Network Traffic Paths¶
Load balancers communicate with backend servers over a private network.
If backend servers process only requests routed from load balancers, there is no need to assign EIPs or create NAT gateways.
If backend servers need to provide Internet-accessible services or access the Internet, you must assign EIPs or create NAT gateways.
Inbound Network Traffic Paths¶
The listeners' configurations determine how load balancers distribute incoming traffic.
When a listener uses TCP or UDP to receive incoming traffic:
Incoming traffic is routed only through the LVS cluster.
The LVS cluster directly routes incoming traffic to backend servers using the load balancing algorithm you select when you add the listener.

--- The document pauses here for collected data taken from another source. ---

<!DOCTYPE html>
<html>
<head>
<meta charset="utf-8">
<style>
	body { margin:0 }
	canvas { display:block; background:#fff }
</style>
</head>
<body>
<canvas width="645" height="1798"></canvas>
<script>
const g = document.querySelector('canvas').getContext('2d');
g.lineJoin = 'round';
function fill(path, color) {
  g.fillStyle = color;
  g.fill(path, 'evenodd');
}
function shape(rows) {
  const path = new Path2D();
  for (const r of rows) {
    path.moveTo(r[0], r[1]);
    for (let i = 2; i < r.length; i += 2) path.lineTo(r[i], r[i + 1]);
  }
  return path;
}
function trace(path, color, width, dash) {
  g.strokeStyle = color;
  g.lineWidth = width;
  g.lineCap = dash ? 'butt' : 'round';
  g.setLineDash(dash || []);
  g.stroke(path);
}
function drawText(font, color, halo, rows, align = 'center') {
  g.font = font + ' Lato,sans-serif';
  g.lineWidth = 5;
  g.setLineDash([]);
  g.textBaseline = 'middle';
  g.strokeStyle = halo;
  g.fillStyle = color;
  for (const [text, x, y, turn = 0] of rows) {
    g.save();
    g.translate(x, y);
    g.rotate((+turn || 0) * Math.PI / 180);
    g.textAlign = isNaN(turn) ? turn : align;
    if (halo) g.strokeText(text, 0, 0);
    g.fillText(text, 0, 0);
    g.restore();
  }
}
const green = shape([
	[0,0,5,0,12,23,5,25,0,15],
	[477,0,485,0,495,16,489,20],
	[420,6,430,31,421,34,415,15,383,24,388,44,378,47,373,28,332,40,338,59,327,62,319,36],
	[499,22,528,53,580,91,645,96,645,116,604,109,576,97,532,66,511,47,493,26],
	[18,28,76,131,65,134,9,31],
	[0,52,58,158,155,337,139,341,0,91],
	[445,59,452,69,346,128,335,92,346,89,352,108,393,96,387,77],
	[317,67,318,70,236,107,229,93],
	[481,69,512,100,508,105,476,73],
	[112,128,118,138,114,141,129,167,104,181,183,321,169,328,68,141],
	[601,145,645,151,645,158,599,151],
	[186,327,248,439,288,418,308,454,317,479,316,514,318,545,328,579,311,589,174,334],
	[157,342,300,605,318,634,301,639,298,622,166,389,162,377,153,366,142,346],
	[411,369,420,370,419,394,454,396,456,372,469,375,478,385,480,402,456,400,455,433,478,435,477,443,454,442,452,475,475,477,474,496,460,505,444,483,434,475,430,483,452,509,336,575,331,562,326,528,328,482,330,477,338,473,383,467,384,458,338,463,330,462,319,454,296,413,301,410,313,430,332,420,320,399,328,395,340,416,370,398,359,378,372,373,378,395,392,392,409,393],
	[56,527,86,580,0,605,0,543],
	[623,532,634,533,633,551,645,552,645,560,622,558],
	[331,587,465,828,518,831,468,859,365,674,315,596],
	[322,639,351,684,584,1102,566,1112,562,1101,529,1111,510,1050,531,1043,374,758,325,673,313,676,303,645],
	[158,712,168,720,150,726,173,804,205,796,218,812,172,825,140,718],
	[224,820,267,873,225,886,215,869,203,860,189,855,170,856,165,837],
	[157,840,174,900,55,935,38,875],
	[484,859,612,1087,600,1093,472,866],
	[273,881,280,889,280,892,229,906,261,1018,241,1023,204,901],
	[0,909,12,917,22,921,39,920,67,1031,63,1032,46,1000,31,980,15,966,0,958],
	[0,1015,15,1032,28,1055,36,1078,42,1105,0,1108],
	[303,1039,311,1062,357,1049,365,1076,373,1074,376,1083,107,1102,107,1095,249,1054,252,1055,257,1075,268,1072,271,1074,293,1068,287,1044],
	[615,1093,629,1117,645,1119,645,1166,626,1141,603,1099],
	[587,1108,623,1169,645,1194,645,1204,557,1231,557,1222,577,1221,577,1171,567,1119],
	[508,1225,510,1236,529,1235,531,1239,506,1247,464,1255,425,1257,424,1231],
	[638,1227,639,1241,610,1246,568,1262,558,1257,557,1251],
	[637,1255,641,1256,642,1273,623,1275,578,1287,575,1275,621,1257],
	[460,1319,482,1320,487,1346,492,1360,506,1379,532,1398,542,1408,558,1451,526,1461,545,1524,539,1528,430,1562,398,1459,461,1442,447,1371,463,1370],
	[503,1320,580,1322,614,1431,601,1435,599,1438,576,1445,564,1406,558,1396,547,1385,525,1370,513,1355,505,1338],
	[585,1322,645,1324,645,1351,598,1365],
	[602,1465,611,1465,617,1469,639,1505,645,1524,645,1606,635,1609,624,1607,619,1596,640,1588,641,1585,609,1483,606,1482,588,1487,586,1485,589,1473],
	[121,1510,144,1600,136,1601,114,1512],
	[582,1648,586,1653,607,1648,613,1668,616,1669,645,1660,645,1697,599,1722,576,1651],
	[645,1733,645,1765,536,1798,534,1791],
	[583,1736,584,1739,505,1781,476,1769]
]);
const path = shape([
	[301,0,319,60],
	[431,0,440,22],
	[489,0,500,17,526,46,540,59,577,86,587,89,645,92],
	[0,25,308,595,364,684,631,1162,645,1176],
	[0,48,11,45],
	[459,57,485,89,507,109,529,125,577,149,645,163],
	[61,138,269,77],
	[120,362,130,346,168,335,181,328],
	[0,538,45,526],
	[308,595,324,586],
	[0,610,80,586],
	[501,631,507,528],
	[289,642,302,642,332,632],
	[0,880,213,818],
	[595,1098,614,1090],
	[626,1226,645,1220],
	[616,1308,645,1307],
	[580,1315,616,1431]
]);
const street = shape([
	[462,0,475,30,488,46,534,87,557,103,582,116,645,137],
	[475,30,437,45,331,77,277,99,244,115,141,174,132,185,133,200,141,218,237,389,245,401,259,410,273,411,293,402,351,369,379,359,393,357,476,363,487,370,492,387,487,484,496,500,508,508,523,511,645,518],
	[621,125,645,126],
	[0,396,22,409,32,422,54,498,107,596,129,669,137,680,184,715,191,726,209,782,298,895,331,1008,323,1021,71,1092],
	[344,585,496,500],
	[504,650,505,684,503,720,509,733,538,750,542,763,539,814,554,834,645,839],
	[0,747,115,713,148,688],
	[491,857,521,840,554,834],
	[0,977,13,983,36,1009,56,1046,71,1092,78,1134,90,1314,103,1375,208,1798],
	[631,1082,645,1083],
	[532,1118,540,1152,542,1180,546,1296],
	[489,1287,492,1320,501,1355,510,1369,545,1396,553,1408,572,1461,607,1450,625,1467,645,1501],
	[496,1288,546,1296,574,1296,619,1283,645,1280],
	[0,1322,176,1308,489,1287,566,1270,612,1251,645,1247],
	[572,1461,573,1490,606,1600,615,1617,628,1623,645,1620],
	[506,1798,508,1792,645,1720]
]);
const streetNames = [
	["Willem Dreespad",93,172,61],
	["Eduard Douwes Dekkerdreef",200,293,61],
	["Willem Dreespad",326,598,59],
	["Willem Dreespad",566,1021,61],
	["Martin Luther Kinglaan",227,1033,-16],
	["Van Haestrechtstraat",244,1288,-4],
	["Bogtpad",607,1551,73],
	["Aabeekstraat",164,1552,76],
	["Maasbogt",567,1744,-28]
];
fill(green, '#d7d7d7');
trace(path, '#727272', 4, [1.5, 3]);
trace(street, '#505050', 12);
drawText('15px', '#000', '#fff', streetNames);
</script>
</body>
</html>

When a listener uses HTTP or HTTPS to receive incoming traffic:
Incoming traffic is routed first to the LVS cluster, then to the Nginx cluster, and finally across backend servers.

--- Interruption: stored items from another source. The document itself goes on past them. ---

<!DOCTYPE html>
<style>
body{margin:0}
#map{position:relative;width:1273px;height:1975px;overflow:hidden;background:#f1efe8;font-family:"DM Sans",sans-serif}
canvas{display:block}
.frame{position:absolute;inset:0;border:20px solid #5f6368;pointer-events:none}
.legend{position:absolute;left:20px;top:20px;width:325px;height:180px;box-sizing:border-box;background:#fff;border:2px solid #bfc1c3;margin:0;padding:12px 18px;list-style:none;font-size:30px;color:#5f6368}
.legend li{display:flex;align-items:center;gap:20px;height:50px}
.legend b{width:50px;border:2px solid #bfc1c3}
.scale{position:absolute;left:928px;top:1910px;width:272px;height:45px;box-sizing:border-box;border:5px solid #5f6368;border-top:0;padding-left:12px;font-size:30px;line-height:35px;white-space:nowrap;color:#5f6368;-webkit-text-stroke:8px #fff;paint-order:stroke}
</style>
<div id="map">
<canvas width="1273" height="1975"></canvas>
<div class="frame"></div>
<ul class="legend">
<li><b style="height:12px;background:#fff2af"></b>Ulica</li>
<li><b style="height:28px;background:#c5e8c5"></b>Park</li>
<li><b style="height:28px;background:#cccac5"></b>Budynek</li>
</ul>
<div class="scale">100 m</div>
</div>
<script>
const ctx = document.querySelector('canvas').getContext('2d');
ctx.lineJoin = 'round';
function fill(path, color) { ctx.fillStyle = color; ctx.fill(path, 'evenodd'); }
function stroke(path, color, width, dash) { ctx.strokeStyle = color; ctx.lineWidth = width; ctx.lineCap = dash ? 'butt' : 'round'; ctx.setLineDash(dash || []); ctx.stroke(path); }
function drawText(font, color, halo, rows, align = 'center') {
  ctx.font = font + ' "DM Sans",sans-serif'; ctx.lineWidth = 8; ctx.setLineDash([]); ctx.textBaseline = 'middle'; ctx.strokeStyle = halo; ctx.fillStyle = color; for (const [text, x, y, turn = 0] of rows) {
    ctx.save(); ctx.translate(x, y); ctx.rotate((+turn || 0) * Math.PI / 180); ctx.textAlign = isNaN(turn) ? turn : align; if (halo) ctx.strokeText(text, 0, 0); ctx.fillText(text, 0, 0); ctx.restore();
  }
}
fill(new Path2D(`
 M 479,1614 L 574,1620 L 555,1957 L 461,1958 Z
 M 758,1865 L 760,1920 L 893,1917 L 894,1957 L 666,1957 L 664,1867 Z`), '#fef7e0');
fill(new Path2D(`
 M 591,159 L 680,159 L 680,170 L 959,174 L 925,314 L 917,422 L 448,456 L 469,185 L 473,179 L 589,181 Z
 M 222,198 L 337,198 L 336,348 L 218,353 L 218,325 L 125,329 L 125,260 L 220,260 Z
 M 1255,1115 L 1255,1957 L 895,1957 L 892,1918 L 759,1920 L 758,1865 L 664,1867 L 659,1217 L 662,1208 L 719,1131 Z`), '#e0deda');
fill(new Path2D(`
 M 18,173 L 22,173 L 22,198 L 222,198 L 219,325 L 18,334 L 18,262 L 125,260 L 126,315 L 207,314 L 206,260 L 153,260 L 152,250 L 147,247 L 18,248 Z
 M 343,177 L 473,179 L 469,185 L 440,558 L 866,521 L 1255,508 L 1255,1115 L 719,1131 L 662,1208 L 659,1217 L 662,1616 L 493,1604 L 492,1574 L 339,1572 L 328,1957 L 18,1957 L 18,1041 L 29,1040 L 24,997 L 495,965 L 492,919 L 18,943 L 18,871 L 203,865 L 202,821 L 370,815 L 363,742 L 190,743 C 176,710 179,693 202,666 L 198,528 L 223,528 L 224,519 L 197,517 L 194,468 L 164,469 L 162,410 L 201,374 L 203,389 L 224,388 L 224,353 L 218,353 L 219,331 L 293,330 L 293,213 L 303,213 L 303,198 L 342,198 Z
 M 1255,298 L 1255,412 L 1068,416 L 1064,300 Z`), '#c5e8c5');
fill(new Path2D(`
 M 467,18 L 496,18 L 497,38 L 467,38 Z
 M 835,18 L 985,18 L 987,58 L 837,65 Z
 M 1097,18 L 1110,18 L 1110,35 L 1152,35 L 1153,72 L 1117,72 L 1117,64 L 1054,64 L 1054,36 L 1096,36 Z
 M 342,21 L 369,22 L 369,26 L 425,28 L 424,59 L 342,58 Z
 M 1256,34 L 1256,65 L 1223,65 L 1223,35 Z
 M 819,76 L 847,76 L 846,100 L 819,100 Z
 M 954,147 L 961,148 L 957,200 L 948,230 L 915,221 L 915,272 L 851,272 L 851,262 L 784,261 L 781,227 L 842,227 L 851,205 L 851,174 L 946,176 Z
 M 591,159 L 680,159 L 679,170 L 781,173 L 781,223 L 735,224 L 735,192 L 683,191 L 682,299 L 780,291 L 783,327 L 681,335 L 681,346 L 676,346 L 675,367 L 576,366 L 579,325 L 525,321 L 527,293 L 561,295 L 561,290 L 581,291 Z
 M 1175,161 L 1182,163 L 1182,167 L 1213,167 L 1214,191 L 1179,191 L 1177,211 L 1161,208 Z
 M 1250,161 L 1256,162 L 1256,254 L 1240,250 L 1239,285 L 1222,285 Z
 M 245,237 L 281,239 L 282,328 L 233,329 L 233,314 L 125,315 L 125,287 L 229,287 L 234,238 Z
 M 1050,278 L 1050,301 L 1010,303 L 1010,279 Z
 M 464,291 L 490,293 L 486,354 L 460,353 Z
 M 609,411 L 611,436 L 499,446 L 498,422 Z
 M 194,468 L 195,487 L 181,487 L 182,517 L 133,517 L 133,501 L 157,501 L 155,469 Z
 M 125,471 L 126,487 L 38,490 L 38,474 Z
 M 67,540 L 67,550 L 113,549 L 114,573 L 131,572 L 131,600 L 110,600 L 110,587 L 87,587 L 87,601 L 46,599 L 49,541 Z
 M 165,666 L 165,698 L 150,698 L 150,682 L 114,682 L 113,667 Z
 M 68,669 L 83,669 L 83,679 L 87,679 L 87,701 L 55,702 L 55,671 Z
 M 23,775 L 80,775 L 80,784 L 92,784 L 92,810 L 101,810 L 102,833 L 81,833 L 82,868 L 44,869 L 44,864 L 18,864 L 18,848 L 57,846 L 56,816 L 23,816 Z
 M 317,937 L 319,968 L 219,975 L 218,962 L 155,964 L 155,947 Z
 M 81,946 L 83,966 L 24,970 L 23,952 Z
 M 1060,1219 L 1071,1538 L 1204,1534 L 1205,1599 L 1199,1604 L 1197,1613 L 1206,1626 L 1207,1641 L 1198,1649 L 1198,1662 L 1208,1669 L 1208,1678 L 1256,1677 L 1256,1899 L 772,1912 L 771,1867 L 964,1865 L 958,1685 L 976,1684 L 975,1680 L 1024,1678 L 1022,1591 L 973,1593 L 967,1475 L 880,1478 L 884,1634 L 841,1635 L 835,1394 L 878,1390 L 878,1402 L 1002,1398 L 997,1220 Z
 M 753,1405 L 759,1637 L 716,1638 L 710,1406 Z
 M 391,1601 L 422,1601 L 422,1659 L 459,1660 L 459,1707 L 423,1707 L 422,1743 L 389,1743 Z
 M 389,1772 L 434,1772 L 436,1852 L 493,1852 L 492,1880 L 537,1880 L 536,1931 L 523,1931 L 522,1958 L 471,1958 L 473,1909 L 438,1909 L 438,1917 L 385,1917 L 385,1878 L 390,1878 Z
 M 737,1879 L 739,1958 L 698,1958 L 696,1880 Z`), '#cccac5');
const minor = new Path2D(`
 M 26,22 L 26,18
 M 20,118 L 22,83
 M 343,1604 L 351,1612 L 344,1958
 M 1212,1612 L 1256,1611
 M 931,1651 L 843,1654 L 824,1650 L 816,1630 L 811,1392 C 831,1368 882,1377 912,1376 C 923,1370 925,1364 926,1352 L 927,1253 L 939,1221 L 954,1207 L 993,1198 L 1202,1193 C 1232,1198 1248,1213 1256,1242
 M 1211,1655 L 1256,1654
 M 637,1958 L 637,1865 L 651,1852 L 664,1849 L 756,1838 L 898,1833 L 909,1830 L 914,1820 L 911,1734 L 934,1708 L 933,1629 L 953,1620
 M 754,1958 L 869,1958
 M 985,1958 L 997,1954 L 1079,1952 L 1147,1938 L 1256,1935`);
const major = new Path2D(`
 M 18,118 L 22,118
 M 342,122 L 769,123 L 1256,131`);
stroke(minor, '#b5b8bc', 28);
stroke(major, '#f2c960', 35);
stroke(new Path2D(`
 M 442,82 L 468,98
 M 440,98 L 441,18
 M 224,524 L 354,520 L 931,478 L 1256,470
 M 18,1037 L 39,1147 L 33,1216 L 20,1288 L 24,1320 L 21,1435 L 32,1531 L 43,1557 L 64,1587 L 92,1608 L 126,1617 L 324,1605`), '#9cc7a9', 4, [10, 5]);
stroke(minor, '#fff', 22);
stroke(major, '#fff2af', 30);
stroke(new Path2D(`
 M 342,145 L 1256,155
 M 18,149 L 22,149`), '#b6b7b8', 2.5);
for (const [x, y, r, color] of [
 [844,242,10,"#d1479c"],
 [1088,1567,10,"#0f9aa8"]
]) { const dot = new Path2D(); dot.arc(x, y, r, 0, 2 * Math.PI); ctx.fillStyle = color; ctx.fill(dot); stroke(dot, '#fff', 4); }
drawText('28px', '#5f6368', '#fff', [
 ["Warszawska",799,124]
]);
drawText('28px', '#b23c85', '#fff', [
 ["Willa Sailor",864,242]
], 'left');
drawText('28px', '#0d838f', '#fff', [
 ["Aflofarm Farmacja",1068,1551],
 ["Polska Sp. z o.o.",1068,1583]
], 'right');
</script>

For HTTPS traffic, the Nginx cluster validates certificates and decrypts data packets before distributing the traffic across backend servers using HTTP.
Outbound Network Traffic Paths¶
The outbound traffic is routed back the same way the traffic came in.
Because the load balancer receives and responds to requests over the Internet, traffic transmission depends on the bandwidth, which is not limited by ELB. The load balancer communicates with backend servers over a private network.
If you have a NAT gateway, it receives and responds to incoming traffic. The NAT gateway has an EIP bound, through which backend servers can access the Internet and provide services accessible from the Internet. Although there is a restriction on the connections that can be processed by a NAT gateway, traffic transmission depends on the bandwidth
If each backend server has an EIP bound, they receive and respond to incoming traffic directly. Traffic transmission depends on the bandwidth.